Your task:
The answer must be an exact transcription of all the records below.

Given records:
=== Begin Enclosure ===

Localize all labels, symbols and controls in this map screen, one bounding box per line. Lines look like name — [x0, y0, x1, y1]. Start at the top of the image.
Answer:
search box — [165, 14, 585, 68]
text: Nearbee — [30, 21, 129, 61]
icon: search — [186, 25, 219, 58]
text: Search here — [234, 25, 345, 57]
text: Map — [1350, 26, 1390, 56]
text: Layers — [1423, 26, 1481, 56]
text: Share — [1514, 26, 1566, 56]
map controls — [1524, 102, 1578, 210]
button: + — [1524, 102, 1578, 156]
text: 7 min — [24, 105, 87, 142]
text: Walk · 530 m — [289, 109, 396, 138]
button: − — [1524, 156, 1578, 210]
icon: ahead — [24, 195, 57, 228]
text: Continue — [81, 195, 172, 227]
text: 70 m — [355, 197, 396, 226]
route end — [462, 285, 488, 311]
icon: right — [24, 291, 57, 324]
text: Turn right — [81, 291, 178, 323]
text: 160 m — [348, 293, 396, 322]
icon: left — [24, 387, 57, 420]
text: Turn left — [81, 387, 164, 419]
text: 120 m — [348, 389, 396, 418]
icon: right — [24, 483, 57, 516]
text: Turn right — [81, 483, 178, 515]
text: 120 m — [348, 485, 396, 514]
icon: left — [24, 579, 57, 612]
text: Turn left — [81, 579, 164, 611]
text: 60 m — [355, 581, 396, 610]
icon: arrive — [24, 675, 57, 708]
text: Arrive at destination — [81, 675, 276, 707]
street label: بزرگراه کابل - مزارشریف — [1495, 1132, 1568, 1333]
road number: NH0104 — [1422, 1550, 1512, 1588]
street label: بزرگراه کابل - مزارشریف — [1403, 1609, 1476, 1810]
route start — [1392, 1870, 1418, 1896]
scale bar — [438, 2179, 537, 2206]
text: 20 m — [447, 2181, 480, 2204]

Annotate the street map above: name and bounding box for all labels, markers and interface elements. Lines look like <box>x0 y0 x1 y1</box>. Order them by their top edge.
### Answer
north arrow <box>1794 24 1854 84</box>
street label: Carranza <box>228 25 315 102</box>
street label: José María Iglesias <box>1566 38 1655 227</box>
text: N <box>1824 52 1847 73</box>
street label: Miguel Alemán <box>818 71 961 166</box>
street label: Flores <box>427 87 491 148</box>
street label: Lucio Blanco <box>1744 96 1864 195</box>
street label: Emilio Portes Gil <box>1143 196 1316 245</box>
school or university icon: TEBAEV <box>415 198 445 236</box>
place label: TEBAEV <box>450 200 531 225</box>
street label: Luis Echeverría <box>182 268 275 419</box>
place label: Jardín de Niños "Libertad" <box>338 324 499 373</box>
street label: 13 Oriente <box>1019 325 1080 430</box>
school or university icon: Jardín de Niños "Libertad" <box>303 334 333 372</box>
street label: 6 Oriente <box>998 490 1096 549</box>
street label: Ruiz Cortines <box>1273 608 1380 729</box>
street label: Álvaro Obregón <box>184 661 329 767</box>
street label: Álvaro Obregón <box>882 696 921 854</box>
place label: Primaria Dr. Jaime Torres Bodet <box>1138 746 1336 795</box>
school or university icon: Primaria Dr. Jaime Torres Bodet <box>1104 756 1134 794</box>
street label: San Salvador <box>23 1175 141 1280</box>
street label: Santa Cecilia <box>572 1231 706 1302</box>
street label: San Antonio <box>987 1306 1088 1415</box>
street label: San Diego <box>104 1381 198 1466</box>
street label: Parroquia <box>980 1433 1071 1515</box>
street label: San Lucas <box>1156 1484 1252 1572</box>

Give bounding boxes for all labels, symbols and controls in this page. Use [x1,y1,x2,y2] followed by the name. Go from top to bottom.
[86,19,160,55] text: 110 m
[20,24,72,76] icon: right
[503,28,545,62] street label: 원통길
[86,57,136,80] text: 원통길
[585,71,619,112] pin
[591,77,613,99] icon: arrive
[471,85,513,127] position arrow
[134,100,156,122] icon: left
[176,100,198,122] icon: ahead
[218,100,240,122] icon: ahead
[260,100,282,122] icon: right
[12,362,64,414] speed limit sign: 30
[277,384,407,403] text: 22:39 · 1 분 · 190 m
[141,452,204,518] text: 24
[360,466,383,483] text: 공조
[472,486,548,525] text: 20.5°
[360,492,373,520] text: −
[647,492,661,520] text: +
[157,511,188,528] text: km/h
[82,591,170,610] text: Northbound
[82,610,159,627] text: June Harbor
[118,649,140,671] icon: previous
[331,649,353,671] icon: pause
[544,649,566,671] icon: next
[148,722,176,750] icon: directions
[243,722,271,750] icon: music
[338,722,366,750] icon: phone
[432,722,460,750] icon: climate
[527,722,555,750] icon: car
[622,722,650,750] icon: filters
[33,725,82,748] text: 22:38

=== End Enclosure ===

Response to the exercise:
Localize all labels, symbols and controls in this map screen, one bounding box per line. Lines look like name — [x0, y0, x1, y1]. Start at the top of the image.
Answer:
search box — [165, 14, 585, 68]
text: Nearbee — [30, 21, 129, 61]
icon: search — [186, 25, 219, 58]
text: Search here — [234, 25, 345, 57]
text: Map — [1350, 26, 1390, 56]
text: Layers — [1423, 26, 1481, 56]
text: Share — [1514, 26, 1566, 56]
map controls — [1524, 102, 1578, 210]
button: + — [1524, 102, 1578, 156]
text: 7 min — [24, 105, 87, 142]
text: Walk · 530 m — [289, 109, 396, 138]
button: − — [1524, 156, 1578, 210]
icon: ahead — [24, 195, 57, 228]
text: Continue — [81, 195, 172, 227]
text: 70 m — [355, 197, 396, 226]
route end — [462, 285, 488, 311]
icon: right — [24, 291, 57, 324]
text: Turn right — [81, 291, 178, 323]
text: 160 m — [348, 293, 396, 322]
icon: left — [24, 387, 57, 420]
text: Turn left — [81, 387, 164, 419]
text: 120 m — [348, 389, 396, 418]
icon: right — [24, 483, 57, 516]
text: Turn right — [81, 483, 178, 515]
text: 120 m — [348, 485, 396, 514]
icon: left — [24, 579, 57, 612]
text: Turn left — [81, 579, 164, 611]
text: 60 m — [355, 581, 396, 610]
icon: arrive — [24, 675, 57, 708]
text: Arrive at destination — [81, 675, 276, 707]
street label: بزرگراه کابل - مزارشریف — [1495, 1132, 1568, 1333]
road number: NH0104 — [1422, 1550, 1512, 1588]
street label: بزرگراه کابل - مزارشریف — [1403, 1609, 1476, 1810]
route start — [1392, 1870, 1418, 1896]
scale bar — [438, 2179, 537, 2206]
text: 20 m — [447, 2181, 480, 2204]

Annotate the street map above: name and bounding box for all labels, markers and interface elements. Lines look like <box>x0 y0 x1 y1</box>. Order them by their top edge.
### Answer
north arrow <box>1794 24 1854 84</box>
street label: Carranza <box>228 25 315 102</box>
street label: José María Iglesias <box>1566 38 1655 227</box>
text: N <box>1824 52 1847 73</box>
street label: Miguel Alemán <box>818 71 961 166</box>
street label: Flores <box>427 87 491 148</box>
street label: Lucio Blanco <box>1744 96 1864 195</box>
street label: Emilio Portes Gil <box>1143 196 1316 245</box>
school or university icon: TEBAEV <box>415 198 445 236</box>
place label: TEBAEV <box>450 200 531 225</box>
street label: Luis Echeverría <box>182 268 275 419</box>
place label: Jardín de Niños "Libertad" <box>338 324 499 373</box>
street label: 13 Oriente <box>1019 325 1080 430</box>
school or university icon: Jardín de Niños "Libertad" <box>303 334 333 372</box>
street label: 6 Oriente <box>998 490 1096 549</box>
street label: Ruiz Cortines <box>1273 608 1380 729</box>
street label: Álvaro Obregón <box>184 661 329 767</box>
street label: Álvaro Obregón <box>882 696 921 854</box>
place label: Primaria Dr. Jaime Torres Bodet <box>1138 746 1336 795</box>
school or university icon: Primaria Dr. Jaime Torres Bodet <box>1104 756 1134 794</box>
street label: San Salvador <box>23 1175 141 1280</box>
street label: Santa Cecilia <box>572 1231 706 1302</box>
street label: San Antonio <box>987 1306 1088 1415</box>
street label: San Diego <box>104 1381 198 1466</box>
street label: Parroquia <box>980 1433 1071 1515</box>
street label: San Lucas <box>1156 1484 1252 1572</box>

Give bounding boxes for all labels, symbols and controls in this page. Use [x1,y1,x2,y2] followed by the name. Go from top to bottom.
[86,19,160,55] text: 110 m
[20,24,72,76] icon: right
[503,28,545,62] street label: 원통길
[86,57,136,80] text: 원통길
[585,71,619,112] pin
[591,77,613,99] icon: arrive
[471,85,513,127] position arrow
[134,100,156,122] icon: left
[176,100,198,122] icon: ahead
[218,100,240,122] icon: ahead
[260,100,282,122] icon: right
[12,362,64,414] speed limit sign: 30
[277,384,407,403] text: 22:39 · 1 분 · 190 m
[141,452,204,518] text: 24
[360,466,383,483] text: 공조
[472,486,548,525] text: 20.5°
[360,492,373,520] text: −
[647,492,661,520] text: +
[157,511,188,528] text: km/h
[82,591,170,610] text: Northbound
[82,610,159,627] text: June Harbor
[118,649,140,671] icon: previous
[331,649,353,671] icon: pause
[544,649,566,671] icon: next
[148,722,176,750] icon: directions
[243,722,271,750] icon: music
[338,722,366,750] icon: phone
[432,722,460,750] icon: climate
[527,722,555,750] icon: car
[622,722,650,750] icon: filters
[33,725,82,748] text: 22:38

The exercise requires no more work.